Overarching concerns are: who is to support smallholder farmers while waiting for the private sector to arrive, as well as questions around the political economy of commercialisation – as yet relatively unexplored.
Emerging thoughts
Much discourse around commercialisation for poverty reduction tends to focus on export agriculture/ horticulture, arguing in favour of commercialisation via large farms in terms of poverty reduction through economic growth. Workers are often poor and therefore there is indeed potential for poverty reduction through securing labour/gender rights. However, commercialisation that contributes to poverty reduction must also consider smallholder farmers.
Smallholder farming provides opportunities for poor rural people to make a living, either through selling their produce or through employment. However smallholder farmers face constraints in production and in their ability to access resources and markets. This points to the need to investigate the linkages between different forms of commercialisation and poverty reduction in different contexts, including production for international, regional, national, and local markets, and linkages between farming and poverty reduction via labour exchange. The theme therefore will take a wider perspective on households and livelihoods that does not make generalisations about optimal forms of commercialisation for poverty reduction.
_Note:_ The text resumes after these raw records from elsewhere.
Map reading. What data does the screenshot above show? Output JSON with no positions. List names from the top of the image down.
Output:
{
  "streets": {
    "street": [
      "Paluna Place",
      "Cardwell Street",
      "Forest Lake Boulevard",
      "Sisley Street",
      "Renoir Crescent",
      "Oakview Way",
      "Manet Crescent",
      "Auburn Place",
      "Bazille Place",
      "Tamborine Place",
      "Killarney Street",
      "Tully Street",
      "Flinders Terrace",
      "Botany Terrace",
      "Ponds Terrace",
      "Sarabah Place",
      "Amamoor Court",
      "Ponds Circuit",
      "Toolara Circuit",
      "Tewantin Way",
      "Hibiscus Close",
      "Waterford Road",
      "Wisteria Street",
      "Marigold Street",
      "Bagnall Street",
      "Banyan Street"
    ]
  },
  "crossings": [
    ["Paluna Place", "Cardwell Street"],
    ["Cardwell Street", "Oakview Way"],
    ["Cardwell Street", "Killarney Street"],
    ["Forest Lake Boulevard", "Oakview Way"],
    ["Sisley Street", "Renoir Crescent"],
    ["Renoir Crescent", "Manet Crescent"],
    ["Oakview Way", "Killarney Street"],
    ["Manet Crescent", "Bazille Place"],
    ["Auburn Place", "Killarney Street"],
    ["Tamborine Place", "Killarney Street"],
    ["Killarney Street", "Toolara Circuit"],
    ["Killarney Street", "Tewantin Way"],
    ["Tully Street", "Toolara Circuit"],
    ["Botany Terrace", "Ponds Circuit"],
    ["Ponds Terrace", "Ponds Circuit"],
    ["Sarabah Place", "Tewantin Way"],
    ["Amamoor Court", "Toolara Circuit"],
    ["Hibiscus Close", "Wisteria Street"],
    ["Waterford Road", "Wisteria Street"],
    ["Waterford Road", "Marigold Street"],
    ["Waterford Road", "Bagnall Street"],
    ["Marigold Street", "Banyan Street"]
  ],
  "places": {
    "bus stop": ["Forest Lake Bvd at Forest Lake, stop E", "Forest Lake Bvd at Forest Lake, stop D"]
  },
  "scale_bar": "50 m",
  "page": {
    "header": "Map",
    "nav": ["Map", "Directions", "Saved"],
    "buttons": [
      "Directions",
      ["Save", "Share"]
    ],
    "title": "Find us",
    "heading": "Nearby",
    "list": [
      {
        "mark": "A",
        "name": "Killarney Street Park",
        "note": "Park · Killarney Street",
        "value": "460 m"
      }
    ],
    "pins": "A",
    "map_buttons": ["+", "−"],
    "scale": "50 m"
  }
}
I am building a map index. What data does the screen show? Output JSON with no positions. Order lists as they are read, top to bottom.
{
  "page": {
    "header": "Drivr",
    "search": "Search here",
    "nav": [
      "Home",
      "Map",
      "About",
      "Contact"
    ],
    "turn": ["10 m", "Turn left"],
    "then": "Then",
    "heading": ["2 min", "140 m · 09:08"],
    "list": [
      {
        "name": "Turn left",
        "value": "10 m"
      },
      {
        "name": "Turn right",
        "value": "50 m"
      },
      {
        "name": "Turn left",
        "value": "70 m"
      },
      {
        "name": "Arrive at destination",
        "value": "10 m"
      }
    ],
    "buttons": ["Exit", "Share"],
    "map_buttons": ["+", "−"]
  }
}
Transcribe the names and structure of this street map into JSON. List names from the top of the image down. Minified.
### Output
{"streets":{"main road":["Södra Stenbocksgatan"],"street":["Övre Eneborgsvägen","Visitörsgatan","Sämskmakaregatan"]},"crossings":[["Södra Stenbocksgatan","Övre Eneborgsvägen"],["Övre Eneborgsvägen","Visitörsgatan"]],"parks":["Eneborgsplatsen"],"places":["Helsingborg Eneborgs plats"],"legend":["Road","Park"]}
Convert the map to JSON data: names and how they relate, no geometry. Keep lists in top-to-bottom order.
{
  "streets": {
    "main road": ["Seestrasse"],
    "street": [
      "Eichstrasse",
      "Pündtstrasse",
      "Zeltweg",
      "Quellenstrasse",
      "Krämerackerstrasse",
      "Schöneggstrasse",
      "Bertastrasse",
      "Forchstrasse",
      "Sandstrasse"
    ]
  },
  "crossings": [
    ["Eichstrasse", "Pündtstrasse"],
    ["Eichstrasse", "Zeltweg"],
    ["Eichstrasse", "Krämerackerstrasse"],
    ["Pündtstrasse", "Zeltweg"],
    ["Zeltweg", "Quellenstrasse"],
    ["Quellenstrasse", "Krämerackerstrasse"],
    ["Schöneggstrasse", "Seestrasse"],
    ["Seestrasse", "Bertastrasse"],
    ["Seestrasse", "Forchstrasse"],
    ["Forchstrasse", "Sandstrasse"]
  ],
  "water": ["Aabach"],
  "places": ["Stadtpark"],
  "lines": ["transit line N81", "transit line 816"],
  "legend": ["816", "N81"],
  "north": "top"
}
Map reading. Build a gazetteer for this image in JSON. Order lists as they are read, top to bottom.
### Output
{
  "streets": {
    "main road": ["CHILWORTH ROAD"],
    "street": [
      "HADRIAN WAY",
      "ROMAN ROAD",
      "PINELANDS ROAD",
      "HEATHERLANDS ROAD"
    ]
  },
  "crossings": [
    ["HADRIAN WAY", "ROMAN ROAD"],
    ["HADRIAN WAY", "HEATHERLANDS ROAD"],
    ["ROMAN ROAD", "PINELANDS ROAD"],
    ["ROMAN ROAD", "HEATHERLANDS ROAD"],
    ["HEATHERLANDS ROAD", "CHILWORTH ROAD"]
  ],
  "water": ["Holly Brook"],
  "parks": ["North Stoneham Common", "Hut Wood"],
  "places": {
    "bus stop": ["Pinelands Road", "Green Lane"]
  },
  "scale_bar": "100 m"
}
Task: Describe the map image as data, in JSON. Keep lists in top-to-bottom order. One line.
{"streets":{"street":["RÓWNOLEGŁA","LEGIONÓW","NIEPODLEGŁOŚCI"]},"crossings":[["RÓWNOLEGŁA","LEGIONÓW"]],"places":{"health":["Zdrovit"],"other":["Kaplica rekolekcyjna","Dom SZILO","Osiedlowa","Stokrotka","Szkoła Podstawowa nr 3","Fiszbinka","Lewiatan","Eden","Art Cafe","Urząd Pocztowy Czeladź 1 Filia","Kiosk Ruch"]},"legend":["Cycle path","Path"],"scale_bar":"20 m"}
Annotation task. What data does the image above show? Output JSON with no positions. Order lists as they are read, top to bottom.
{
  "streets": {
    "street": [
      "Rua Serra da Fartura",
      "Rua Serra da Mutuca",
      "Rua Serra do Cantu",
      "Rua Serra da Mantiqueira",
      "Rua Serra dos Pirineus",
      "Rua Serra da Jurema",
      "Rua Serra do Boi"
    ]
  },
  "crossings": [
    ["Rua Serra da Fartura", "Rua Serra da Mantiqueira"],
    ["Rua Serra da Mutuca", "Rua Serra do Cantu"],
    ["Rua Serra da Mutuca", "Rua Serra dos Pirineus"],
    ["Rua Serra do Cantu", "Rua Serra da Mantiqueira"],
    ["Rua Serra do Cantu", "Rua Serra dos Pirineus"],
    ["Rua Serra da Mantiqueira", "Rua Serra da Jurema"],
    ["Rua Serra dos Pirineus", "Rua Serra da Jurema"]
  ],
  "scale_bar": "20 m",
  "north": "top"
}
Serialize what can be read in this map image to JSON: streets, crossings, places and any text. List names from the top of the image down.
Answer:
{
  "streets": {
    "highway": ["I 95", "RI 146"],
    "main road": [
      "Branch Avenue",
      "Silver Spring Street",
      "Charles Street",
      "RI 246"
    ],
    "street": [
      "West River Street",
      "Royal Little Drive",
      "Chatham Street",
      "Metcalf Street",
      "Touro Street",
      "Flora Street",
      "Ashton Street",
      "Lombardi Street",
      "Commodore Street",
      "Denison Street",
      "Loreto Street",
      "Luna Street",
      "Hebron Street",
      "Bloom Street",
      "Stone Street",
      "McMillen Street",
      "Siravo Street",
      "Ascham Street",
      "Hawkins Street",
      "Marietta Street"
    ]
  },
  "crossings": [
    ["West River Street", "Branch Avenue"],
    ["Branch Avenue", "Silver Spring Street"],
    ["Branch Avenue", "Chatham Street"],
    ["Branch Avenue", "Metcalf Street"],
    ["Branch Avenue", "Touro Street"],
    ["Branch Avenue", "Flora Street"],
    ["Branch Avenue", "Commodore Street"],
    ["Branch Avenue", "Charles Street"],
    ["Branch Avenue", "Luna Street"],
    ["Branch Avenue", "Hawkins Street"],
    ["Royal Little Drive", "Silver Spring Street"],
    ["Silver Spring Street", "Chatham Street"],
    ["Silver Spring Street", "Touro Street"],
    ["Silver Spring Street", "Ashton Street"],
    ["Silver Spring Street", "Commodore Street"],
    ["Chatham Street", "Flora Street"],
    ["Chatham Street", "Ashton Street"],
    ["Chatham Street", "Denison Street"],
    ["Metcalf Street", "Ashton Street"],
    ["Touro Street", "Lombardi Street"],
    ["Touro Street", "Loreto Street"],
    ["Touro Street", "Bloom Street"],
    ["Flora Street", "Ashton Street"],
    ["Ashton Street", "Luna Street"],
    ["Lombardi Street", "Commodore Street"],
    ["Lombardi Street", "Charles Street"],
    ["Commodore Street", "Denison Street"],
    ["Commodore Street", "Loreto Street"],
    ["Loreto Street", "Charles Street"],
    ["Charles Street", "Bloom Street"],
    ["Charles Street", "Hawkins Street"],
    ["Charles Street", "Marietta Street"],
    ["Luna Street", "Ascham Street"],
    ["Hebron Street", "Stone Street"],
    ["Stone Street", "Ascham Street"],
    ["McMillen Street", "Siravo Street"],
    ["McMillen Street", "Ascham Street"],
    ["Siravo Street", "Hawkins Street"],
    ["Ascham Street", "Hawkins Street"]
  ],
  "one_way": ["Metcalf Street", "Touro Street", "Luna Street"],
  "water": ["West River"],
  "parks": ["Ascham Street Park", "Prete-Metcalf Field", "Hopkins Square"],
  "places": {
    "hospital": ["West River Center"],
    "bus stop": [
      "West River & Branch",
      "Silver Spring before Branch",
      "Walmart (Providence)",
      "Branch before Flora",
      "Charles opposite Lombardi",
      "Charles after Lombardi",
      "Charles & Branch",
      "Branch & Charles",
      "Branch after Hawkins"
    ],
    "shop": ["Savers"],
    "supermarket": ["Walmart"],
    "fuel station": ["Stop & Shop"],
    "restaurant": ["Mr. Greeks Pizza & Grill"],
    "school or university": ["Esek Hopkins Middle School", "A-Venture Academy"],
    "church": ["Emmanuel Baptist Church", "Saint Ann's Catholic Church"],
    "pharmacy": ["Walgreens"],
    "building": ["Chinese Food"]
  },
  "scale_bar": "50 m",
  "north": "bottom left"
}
This leads to clear questions that an initial theme paper on commercialisation could usefully address, drawing on existing work. First, what does a typology of different commercialisations look like in different contexts? This encompasses smallholder farming as well as large farms and the role they play in the livelihoods of poor people. What are the dynamics associated with different commercialisations in the three consortium countries? A key cross-cutting issue here is labour: How do people move to different labour opportunities and between them? What are the nature of and changes in forms of labour exchange and the terms of these exchanges through processes of commercialisation? Associated with this: what are the multiplier effects?
Links to country work and themes
Commercialisation was highlighted in the country group discussions in slightly different ways:
Kenya Commercialisation is the major thrust of Kenya's Strategy for Revitalising Agriculture. However, commercialisation was not felt to be a priority for the Consortium in Kenya, because i) there are four studies currently being undertaken for KIPPRA; and ii) Kenyan colleagues felt that the concept is not an issue of debate or dispute within Kenyan policy-making circles at present.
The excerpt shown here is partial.